Now it turns out that there’s a second lawsuit afoot, also filed this week. Geller’s company, London-based Explorologist, filed a copyright lawsuit on Monday against a critic who is trying to debunk claims that the self-described psychic really is one.
Geller’s company had sent YouTube a Digital Millennium Copyright Act notice taking issue with the Randi video, and claiming under penalty of perjury that it owned the copyright to it.
EFF, on the other hand, claims in its lawsuit that Geller owns at most a few seconds of it–something that would likely be protected under U.S. fair use precedent.
If EFF is right, Geller could face legal liability and be forced to cough up some cash. In an earlier case, EFF managed to extract $125,000 from Diebold for misusing the DMCA takedown process.
But Geller seems to be claiming that a few seconds of video used for criticism in a 14-minute video segment is not fair use. Explorologist’s complaint, filed in U.S. District Court in Philadelphia, says that the clip was used “within a sequence of cinematographic images” that, in total, “infringed the plaintiff’s copyright.” The suit accuses Brian Sapient of being behind the Rational Response Squad, which debunks claims of the paranormal and supernatural.
EFF staff attorney Marcia Hofmann declined to comment on the Explorologist v. Sapient lawsuit for now. “We’re not willing to comment until Mr. Sapient has been served with papers,” Hofmann said on Wednesday afternoon.
The Skeptic’s Dictionary says this of Geller: “He calls himself a psychic and has sued several people for millions of dollars for saying otherwise. His psychic powers were not sufficient to reveal to him, however, that he would lose all the lawsuits against his critics.”
A press release from Geller’s lawyer (reproduced below) says: “The bottom line is Sapient did not ask for permission to use the copyrighted video.” It also says the video clip length was 10 seconds, not 3 seconds. (Our own calculation puts the length at about 5 or 6 seconds.)
But the real bottom line seems to be whether it’s legally permissible for someone to use a few seconds of video to analyze potential trickery by Geller, who calls himself “the world’s most investigated and celebrated paranormalist.” Should a public figure like that be able to use copyright law to squelch critics, or is protecting copyright more important?
Richard Winelander, Esq.
1005 North Calvert Street
Baltimore, Maryland 21202
The Truth Behind the Uri Geller YouTube Lawsuit
Philadelphia, PA, May 9, 2007 — There are many untruths surrounding the YouTube Lawsuit beginning with the fact that the lawsuit was filed by Explorologist Ltd on May 7th in the US District Court for the Eastern District of Pennsylvania (Civil Action No: 071848) against Brian Sapient.

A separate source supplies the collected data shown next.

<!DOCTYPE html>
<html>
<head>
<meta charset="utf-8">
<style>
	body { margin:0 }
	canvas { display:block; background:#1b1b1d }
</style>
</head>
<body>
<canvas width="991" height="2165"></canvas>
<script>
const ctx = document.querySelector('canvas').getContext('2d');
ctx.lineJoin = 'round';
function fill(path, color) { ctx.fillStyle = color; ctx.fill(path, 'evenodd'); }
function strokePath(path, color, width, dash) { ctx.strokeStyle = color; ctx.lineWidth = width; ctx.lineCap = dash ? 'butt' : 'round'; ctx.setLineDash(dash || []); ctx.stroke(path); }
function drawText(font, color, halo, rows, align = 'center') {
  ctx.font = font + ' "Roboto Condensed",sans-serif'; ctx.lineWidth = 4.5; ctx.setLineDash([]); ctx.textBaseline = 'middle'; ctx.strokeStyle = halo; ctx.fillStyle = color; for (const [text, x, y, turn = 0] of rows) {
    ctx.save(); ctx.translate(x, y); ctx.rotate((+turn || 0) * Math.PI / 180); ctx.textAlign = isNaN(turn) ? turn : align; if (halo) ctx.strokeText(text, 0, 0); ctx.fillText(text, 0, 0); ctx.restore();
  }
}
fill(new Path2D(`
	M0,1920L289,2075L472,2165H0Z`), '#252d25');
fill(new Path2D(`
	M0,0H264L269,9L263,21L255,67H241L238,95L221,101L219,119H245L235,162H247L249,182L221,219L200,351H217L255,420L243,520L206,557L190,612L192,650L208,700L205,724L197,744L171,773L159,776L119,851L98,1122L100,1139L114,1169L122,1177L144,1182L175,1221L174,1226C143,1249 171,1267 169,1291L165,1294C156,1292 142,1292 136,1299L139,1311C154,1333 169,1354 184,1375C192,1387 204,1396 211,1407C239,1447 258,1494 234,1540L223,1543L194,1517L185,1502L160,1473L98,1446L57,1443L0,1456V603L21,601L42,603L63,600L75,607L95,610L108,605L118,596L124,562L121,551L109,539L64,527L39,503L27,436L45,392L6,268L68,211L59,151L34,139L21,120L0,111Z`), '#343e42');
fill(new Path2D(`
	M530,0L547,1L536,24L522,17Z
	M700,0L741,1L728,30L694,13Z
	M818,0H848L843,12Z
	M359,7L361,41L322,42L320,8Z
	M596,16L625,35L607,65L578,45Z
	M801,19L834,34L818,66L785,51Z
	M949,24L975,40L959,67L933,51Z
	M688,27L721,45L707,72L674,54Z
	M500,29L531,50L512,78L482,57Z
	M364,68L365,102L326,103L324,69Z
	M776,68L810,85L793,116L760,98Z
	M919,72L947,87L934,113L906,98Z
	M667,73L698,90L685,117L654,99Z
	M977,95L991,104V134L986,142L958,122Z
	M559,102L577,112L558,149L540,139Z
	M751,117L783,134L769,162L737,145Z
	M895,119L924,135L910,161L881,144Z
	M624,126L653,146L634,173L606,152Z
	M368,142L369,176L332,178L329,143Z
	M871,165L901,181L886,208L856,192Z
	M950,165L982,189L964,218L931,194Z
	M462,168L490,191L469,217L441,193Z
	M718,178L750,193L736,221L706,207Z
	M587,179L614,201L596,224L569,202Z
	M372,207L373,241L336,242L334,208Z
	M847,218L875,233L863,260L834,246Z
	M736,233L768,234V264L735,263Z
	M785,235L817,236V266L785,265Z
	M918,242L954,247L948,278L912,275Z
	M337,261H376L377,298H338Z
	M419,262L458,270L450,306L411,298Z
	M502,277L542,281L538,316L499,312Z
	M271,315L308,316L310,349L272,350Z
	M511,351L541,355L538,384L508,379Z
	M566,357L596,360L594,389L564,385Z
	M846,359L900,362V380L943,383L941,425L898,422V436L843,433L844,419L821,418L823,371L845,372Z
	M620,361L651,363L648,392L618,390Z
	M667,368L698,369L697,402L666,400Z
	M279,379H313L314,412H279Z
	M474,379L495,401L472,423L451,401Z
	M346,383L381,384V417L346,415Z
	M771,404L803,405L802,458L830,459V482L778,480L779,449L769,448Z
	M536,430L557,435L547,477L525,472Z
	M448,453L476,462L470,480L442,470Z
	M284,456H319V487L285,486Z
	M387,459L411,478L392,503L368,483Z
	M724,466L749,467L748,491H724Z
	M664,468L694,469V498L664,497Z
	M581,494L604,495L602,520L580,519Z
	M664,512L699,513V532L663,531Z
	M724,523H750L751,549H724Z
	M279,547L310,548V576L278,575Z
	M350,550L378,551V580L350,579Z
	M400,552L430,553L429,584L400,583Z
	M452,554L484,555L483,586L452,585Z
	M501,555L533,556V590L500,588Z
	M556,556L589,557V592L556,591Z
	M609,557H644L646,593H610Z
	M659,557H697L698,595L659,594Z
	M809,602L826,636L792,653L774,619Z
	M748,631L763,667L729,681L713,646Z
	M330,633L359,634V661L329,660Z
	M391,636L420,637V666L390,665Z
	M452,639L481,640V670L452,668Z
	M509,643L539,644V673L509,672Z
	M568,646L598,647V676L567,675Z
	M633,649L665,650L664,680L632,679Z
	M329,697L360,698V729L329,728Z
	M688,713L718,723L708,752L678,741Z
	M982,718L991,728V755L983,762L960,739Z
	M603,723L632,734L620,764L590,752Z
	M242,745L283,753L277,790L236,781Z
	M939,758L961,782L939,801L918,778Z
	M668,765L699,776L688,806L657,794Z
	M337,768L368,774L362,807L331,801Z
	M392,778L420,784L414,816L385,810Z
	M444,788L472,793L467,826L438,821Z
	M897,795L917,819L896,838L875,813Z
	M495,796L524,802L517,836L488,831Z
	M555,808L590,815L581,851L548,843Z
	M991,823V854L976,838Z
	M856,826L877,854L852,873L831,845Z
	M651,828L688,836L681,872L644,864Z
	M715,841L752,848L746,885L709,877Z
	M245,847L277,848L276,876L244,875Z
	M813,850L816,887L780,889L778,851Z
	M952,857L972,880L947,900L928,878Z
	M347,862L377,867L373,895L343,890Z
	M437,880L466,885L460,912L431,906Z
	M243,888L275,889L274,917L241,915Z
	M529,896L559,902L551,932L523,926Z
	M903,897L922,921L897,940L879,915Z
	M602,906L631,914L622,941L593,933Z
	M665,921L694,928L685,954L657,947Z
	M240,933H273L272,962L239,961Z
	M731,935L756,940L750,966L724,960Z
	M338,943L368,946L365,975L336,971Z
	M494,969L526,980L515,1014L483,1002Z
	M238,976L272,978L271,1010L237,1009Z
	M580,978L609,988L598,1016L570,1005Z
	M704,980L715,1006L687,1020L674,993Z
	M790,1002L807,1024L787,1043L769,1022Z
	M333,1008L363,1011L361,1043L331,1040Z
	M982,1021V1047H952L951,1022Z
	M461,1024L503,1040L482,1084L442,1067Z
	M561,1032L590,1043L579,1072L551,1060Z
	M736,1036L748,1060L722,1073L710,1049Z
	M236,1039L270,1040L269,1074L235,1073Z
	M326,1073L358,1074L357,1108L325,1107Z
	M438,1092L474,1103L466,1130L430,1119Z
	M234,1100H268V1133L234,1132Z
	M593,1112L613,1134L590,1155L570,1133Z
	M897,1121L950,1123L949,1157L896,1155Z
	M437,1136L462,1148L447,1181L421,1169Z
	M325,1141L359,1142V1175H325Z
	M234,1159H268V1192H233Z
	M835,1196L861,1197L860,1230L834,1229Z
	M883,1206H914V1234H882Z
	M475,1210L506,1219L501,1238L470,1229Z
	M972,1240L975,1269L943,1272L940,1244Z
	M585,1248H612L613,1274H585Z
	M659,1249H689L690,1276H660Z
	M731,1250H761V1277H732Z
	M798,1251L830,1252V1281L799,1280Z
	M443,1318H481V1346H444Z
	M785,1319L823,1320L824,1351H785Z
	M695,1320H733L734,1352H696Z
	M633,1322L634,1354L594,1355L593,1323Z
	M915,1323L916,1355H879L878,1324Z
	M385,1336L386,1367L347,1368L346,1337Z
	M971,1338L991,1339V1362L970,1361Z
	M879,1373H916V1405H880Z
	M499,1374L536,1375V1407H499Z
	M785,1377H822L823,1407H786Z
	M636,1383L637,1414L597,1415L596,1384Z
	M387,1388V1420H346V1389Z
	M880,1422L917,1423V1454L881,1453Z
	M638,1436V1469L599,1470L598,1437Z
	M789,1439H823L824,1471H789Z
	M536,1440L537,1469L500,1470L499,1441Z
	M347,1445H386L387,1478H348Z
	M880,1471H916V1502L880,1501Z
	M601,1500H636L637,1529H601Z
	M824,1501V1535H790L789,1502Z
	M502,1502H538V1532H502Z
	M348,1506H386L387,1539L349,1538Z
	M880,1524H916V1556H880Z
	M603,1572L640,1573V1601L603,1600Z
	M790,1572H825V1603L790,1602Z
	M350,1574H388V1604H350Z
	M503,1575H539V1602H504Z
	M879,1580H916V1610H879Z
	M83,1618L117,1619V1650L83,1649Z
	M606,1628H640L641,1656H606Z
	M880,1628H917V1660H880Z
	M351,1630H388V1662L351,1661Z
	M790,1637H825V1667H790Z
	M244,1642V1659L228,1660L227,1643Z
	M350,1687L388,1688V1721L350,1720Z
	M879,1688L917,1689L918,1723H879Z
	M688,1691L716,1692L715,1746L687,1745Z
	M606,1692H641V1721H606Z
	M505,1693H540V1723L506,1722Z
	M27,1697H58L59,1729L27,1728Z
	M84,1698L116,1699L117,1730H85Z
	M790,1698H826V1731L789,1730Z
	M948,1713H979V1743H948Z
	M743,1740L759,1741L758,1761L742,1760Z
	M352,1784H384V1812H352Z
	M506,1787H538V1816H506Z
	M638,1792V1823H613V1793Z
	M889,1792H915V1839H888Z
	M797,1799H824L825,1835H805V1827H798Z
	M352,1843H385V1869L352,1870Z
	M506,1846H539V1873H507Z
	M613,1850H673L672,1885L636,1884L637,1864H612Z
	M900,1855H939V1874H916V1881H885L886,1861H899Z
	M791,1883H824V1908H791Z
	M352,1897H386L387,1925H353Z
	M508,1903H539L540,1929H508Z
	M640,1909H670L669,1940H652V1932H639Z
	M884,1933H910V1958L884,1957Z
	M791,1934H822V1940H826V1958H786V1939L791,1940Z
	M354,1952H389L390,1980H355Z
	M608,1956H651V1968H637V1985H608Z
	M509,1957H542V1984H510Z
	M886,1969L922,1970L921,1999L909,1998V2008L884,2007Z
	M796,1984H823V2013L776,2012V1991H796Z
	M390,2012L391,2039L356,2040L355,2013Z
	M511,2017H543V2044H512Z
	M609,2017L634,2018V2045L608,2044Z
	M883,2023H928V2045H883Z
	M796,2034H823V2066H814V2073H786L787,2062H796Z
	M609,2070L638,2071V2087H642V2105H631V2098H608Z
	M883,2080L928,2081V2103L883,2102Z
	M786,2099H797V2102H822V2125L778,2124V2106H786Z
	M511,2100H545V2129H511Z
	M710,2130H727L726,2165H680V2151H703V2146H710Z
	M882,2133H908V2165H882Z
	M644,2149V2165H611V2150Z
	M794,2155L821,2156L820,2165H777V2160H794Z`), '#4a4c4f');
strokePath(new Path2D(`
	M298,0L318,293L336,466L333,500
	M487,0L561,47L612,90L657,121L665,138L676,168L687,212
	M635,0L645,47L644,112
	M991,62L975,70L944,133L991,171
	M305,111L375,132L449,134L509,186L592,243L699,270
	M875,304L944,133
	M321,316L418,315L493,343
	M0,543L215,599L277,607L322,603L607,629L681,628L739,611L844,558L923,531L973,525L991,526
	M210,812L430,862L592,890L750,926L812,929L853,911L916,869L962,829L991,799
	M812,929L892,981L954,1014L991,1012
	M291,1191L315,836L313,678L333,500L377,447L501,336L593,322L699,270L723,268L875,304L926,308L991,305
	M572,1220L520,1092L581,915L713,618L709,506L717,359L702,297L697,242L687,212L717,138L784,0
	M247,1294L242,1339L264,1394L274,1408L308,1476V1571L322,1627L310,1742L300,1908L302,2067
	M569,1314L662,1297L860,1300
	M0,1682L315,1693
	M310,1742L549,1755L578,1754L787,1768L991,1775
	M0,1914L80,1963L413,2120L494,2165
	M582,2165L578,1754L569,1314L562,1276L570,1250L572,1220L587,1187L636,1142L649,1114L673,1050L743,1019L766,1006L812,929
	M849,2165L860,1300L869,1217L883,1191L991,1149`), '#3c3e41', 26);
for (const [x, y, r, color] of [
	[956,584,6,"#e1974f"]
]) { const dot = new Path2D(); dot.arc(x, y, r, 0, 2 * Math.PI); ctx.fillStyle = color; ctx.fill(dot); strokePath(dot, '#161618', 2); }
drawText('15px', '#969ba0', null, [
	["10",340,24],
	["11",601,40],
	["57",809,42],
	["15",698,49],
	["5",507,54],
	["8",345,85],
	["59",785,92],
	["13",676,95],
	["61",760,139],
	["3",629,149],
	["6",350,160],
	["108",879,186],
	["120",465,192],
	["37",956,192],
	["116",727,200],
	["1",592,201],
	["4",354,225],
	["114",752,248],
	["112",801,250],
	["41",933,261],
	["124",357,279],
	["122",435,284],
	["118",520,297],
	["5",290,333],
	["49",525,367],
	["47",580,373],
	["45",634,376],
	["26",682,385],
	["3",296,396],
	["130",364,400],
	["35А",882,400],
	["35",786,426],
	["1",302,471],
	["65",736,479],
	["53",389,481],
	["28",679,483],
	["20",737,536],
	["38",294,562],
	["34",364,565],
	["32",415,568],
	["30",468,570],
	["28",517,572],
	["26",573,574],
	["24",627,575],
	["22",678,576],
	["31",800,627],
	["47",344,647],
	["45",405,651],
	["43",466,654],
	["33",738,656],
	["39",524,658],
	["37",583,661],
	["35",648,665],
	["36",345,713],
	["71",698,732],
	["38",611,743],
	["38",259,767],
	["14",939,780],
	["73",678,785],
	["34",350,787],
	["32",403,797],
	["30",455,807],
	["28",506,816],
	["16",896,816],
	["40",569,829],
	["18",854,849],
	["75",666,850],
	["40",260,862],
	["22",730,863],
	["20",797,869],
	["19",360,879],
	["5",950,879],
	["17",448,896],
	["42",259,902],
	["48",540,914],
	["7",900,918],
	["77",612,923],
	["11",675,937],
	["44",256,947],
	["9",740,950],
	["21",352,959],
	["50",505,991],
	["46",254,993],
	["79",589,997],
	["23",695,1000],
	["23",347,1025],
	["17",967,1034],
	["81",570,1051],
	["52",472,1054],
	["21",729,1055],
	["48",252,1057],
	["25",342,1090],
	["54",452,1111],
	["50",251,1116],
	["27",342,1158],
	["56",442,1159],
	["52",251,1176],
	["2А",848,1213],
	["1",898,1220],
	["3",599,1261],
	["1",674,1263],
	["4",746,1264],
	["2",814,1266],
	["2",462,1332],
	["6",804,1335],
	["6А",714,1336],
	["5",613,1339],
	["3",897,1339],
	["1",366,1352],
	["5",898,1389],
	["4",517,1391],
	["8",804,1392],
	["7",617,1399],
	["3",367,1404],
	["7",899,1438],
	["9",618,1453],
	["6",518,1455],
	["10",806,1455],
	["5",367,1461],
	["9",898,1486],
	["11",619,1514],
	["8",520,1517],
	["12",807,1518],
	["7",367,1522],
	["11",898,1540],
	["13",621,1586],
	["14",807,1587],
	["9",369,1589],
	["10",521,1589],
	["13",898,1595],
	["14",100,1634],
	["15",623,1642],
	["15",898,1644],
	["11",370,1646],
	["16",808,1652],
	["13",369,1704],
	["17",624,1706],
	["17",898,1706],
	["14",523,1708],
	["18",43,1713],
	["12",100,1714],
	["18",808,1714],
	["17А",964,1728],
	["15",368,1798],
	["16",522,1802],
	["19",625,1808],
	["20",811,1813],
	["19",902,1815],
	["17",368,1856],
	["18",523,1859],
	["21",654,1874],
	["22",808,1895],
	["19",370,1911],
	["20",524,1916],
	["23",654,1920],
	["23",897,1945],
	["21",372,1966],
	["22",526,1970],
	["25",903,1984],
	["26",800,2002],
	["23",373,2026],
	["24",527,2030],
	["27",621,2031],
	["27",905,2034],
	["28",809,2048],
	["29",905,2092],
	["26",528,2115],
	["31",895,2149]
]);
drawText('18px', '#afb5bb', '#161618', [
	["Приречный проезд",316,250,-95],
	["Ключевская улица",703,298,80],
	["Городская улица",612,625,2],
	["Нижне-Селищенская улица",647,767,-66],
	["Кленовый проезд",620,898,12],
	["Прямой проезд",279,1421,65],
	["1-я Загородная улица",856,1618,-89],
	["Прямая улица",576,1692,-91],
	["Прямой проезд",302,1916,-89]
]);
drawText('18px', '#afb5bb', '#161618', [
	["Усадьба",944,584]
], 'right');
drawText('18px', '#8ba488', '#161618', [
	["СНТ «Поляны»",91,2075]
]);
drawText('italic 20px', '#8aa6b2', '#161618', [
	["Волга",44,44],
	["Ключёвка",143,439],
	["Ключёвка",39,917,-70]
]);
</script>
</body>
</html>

Simply put, the lawsuit was filed by Explorologist Ltd for copyright infringement under British law for 10 seconds of video, not 3 seconds of video.
“The bottom line is Sapient did not ask for permission to use the copyrighted video–he does not own the portion of the video that deals with Dr. Hughes,” said Richard Winelander, Explorologist’s lawyer. “It is important to note this was not the first YouTube complaint against Sapient.”
Winelander further added that Explorologist Ltd sued first in Sapient’s home town, with the help of Philadelphia lawyer Alan Frank. Winelander concluded that Explorologist did NOT bend any DMCA rules.
“The video in question has been out there for years,” said Uri Geller. “The concern of the company is the use of intellectual property without permission and nothing else–any other allegations are ludicrous. I am amazed by Sapient’s lack of regard for property rights of others.”
YouTube has a clearly stated copyright policy that says: “Do not upload copyrighted material for which you do not own the rights or have permission from the owner.”
“Uri Geller is no stranger to controversy and there are many videos criticizing Uri on YouTube that we have no problem with. What we do mind is our copyrighted material being used without our consent,” said Winelander.